Other Propeller Options
Folding or Feathering Props (Pricy)
MaxProp self feathering prop 

If you can control the pitch at the push of a button then the
next best thing for a sailboat is to fold or feather the props
blades so the don't slow the boat down when it's under sail power.
MaxProp; www.maxprop.com
manufactures and sells a self feathering props in a range of blade
configurations. I'd love to have one, but our boat would require a
35", 3 blade propeller and the cost is $15,500. And
being a workboat I doubt it would be very long before I was needing
to replace a blade or two due to damage caused by operator error.
Affordable Fixed Pitch Props (Better)
Buying a Prop
If you live on the coast this will be a piece of cake, but if you
live in Tulsa, Oklahoma you will likely have to shop by email.
Brent Swain's advise "Get a prop within 4 inches of the pitch you
want, preferably closer. Any more and if you try to repitch a prop
more than 4 inches the blade breaks off."
To test a used prop is to rest it on the hub and then tap the end
of each blade. It should produce a clear ringing. If it
is dull and short lived then pass it up.
CraigsList turned up more than a few props down toward New
Orleans, so they are out there. Check:
www.propellerplace.com
A new 36" bronze prop is
about $3,600.
Another option is a new stainless steel prop from Kahlenberg
propeller that is intended for use on work boats. We plan to
frequently work in shallow waters and close to obstacles so a
stronger prop might be worth the extra money. The price for
a 3 blade 304 stainless steel propeller 32" in diameter with a 27"

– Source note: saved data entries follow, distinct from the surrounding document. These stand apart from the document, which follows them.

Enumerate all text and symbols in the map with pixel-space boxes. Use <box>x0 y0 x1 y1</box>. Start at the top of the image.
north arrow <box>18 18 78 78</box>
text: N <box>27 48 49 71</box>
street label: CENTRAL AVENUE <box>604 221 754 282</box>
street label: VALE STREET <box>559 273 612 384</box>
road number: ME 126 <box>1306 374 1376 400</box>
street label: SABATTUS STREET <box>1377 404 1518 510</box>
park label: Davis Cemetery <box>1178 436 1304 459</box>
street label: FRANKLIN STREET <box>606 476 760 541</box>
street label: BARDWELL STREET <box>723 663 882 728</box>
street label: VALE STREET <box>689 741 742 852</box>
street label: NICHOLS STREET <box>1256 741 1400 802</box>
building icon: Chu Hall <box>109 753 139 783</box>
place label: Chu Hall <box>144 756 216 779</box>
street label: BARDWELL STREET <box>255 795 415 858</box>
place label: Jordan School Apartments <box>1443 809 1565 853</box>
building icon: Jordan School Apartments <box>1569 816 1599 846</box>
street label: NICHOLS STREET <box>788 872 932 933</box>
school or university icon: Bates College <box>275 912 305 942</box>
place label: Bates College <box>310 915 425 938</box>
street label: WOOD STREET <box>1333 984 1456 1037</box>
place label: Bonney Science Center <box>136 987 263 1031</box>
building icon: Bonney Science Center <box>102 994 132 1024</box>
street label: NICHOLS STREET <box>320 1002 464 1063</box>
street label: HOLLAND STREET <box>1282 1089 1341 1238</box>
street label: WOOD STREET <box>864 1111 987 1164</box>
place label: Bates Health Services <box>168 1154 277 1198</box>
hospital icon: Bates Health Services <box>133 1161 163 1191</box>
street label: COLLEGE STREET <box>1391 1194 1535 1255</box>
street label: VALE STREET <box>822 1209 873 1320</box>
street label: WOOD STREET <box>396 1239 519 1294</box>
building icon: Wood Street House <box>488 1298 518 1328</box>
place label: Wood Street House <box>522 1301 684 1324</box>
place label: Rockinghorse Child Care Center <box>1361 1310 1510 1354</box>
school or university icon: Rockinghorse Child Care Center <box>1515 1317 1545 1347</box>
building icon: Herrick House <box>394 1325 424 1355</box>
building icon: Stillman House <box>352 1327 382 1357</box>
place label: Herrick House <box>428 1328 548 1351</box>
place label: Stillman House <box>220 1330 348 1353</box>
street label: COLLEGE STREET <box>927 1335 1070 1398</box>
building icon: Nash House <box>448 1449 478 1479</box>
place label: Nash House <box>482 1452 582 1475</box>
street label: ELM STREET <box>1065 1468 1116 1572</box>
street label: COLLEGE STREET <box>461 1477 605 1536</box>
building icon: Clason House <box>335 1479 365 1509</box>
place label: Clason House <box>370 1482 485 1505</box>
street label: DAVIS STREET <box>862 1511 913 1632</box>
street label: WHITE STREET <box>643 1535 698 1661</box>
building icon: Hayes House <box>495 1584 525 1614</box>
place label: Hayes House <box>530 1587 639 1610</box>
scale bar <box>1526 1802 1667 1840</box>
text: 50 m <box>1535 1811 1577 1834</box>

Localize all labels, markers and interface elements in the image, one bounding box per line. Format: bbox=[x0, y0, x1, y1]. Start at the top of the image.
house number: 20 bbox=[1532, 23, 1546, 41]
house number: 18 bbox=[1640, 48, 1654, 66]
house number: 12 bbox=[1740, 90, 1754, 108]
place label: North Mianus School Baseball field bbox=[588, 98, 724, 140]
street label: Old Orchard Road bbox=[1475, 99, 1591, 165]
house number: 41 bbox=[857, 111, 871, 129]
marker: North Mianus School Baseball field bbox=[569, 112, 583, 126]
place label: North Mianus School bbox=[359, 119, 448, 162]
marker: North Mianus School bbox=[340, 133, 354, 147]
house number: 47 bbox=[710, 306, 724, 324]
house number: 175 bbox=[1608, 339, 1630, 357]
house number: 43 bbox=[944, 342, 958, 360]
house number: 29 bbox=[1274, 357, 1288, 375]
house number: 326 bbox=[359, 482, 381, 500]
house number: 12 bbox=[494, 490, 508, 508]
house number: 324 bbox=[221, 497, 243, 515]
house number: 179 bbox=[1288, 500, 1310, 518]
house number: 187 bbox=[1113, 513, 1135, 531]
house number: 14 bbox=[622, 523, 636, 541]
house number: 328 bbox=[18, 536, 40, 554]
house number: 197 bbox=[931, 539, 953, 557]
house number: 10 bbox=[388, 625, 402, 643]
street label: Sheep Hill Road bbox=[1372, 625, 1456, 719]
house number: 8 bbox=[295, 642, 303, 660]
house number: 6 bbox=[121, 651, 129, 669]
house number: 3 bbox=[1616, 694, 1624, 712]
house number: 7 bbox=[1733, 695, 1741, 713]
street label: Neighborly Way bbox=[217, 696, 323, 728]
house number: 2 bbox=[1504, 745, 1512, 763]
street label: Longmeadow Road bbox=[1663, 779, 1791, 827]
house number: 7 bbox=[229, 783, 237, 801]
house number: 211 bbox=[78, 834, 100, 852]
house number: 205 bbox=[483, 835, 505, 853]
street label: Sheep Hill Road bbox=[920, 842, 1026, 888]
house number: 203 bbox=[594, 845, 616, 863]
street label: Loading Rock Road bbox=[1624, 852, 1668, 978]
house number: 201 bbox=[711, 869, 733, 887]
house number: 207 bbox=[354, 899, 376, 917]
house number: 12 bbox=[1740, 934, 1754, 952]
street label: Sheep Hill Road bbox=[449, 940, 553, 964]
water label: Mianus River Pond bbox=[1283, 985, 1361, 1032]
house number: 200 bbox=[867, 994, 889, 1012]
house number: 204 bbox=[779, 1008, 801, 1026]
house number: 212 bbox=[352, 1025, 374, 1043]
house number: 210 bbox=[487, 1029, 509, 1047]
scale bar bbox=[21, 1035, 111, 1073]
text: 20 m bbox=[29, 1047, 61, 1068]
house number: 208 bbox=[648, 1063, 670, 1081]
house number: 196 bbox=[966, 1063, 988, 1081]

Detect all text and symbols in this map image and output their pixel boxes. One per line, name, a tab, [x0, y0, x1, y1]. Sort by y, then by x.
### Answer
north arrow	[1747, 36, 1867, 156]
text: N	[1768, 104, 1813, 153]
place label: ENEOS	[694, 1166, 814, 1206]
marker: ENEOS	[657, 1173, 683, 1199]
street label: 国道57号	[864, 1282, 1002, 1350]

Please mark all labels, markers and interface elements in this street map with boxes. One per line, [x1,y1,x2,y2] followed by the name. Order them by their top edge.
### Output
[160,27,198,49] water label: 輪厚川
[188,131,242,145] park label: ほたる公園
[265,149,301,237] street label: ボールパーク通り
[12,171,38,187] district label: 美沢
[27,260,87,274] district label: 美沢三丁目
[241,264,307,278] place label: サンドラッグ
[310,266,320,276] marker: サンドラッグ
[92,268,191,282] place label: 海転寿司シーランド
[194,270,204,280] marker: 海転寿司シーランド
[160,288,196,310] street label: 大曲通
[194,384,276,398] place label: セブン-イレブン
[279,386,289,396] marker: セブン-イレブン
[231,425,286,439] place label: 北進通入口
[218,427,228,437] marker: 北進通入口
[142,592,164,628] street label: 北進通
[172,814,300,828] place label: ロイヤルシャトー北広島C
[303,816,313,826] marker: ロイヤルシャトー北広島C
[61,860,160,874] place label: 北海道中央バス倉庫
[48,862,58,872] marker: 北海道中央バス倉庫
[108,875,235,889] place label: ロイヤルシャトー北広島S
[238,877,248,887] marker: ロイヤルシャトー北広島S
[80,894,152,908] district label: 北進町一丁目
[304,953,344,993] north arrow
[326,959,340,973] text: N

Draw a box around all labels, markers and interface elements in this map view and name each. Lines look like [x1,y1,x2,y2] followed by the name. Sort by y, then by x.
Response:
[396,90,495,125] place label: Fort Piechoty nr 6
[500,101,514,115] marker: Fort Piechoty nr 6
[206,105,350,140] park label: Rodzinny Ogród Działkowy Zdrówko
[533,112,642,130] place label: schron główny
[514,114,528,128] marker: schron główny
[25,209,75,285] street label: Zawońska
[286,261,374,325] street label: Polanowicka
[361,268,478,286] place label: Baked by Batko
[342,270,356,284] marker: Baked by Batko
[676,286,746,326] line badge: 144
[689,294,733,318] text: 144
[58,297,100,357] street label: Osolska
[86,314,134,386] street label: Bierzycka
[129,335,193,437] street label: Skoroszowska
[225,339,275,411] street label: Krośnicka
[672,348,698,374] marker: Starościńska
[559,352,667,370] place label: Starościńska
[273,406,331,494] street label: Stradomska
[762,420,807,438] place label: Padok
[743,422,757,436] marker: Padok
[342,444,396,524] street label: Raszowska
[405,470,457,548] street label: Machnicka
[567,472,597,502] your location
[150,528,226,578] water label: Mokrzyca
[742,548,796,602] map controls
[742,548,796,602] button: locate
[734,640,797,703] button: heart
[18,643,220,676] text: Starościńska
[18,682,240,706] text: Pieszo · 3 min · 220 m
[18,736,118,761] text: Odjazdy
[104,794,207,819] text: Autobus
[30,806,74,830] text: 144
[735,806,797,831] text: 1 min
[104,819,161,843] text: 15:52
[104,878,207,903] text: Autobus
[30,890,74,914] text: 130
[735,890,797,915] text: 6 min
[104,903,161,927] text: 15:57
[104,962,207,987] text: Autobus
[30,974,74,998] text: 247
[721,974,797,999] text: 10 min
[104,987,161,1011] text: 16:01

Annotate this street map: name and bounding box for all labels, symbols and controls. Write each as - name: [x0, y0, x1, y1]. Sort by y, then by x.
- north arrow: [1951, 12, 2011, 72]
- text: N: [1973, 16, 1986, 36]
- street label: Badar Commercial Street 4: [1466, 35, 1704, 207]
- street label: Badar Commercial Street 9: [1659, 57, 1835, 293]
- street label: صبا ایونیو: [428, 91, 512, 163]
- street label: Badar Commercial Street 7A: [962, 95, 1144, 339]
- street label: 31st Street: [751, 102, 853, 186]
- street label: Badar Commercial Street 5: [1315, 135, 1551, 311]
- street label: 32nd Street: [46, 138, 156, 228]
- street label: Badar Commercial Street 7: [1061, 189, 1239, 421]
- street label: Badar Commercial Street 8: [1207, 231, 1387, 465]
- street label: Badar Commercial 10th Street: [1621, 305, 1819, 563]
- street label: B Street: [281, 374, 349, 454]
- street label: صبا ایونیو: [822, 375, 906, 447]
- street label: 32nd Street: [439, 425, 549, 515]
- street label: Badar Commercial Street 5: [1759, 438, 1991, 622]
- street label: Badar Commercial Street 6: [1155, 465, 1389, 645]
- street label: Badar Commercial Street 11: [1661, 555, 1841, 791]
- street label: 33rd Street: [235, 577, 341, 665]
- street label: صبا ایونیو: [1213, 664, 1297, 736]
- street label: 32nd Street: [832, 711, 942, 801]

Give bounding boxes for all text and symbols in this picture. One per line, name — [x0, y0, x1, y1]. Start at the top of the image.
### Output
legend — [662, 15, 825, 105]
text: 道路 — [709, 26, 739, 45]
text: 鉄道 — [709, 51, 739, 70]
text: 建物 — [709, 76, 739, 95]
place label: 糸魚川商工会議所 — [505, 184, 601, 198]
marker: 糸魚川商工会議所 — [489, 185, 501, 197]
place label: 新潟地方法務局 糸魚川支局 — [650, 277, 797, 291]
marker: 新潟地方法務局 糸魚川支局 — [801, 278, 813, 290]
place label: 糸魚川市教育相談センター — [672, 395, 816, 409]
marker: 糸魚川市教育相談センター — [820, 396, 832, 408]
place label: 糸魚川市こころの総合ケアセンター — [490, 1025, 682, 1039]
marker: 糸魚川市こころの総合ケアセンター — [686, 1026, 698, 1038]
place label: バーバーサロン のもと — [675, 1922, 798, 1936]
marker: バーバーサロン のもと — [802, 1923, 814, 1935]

pitch, left hand, bored for a 2.5" shaft is $3,995; F.O.B. Two
Rivers, Wi. Contact: Steve Kahlenberg, Kahlenberg Bros. Co., Ph:
9207934507, www.kahlenberg.com.
Kevin Morin builds boats up in Alaska and he highly recommended
stainless steel wheels; "My examples were fishing commercially,
justification for these wheels was their ability to run in gravel
bars of Bristol Bay and keep running without damage."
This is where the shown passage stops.